American jazz musician

Allan Stuart Chase is an American jazz saxophonist and teacher.

==Biography==
===Education and teaching===
Chase was born on June 22, 1956, in Willimantic, Connecticut. Growing up in Phoenix, Arizona, he learned to play the alto saxophone and attended Arizona State University, where he got a Bachelors in Music in 1978. He then studied in the summers of 1978 and 1979 in Woodstock, New York, at the Creative Music Studio in Woodstock. He played with drummer Lewis Nash and then studied at Boston's New England Conservatory of Music from 1980 to 1981. In 1992 he got a Masters degree in Ethnomusicology from Tufts University (MA ethnomusicology, 1992); he wrote his thesis on Sun Ra.

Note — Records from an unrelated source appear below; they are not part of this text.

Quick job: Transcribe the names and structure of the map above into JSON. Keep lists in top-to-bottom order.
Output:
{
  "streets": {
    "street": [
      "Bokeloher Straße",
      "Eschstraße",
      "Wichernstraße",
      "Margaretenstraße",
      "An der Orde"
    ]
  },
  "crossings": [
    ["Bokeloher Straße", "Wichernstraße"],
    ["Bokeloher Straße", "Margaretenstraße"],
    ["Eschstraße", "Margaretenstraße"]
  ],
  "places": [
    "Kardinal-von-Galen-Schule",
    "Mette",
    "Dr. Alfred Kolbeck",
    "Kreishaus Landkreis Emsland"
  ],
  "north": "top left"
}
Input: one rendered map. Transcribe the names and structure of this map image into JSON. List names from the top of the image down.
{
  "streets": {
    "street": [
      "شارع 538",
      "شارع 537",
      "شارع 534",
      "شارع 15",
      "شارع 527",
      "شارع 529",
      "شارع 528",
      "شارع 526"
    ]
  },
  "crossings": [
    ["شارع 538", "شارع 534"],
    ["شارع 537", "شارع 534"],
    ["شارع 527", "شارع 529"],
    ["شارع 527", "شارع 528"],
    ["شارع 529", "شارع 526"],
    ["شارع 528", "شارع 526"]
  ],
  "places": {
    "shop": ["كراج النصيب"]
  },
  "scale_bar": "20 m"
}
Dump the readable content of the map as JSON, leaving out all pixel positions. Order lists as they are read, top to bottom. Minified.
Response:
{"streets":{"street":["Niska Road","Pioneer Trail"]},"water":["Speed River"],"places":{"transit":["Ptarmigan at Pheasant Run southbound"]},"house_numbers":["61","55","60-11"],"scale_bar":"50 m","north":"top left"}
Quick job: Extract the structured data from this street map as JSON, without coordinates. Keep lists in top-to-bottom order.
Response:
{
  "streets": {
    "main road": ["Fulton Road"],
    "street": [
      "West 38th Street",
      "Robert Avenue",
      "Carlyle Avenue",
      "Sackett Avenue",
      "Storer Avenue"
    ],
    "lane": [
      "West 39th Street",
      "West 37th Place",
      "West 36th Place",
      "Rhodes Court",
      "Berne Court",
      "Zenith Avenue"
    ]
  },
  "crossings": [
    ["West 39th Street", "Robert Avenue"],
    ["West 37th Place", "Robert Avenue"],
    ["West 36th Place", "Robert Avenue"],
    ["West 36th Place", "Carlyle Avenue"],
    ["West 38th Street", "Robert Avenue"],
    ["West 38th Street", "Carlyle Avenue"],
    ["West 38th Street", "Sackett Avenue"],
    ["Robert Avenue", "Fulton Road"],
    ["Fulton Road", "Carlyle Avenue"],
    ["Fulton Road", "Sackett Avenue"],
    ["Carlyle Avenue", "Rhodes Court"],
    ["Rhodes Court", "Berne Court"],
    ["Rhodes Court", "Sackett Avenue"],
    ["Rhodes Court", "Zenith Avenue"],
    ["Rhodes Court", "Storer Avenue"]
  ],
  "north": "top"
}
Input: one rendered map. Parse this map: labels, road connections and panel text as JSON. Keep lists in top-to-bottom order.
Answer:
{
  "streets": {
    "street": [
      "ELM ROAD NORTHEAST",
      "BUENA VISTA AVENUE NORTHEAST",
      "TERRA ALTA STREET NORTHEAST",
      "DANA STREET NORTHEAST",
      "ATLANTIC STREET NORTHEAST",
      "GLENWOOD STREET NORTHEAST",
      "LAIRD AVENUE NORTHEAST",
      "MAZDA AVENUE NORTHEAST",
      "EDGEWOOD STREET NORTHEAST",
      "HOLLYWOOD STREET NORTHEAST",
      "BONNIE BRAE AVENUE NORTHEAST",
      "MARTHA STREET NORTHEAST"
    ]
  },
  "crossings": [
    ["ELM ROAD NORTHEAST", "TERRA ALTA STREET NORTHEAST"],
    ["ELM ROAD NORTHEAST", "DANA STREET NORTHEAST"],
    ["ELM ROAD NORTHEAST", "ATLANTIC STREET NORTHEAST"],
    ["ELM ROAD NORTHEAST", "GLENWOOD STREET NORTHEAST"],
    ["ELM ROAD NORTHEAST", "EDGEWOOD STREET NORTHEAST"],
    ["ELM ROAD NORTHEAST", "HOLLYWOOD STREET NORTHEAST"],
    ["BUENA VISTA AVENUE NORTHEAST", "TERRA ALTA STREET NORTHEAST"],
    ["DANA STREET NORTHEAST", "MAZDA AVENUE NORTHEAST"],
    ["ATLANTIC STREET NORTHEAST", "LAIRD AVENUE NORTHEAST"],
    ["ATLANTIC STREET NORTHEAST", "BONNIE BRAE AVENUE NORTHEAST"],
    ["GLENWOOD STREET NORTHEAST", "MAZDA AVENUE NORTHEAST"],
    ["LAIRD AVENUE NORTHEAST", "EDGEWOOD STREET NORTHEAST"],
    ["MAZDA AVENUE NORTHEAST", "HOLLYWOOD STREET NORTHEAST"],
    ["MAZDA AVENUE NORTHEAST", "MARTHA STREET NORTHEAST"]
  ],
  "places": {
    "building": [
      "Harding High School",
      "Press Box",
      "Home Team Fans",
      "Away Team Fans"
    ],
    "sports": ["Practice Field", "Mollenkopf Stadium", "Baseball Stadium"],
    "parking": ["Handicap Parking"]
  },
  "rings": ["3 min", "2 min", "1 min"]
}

Chase taught from 1981 to 1990 at the Berklee College of Music as an assistant professor. From 1993 to 1997 he taught at Tufts, from 1994 at the New England Conservatory, and in 1996 he moved to Boston again where he became chair of the jazz studies and improvisation department.

===Music career===
Chase was a member of Your Neighborhood Saxophone Quartet (1981–95), a cooperative group, and led various small groups. He was a sideman with and he worked as a leader of various small groups and as a sideman with guitarist Mick Goodrick, pianist Stanley Cowell, drummer Alan Dawson, and others, and was a member of the avantgarde big band Orange Then Blue. From 1992 on he was active in New York, playing with musicians including Phillip Johnston and John Zorn. He formed his own quartet in 1994, with trumpeter Ron Horton, bassist and guitarist Tony Scherr, and drummer Matt Wilson.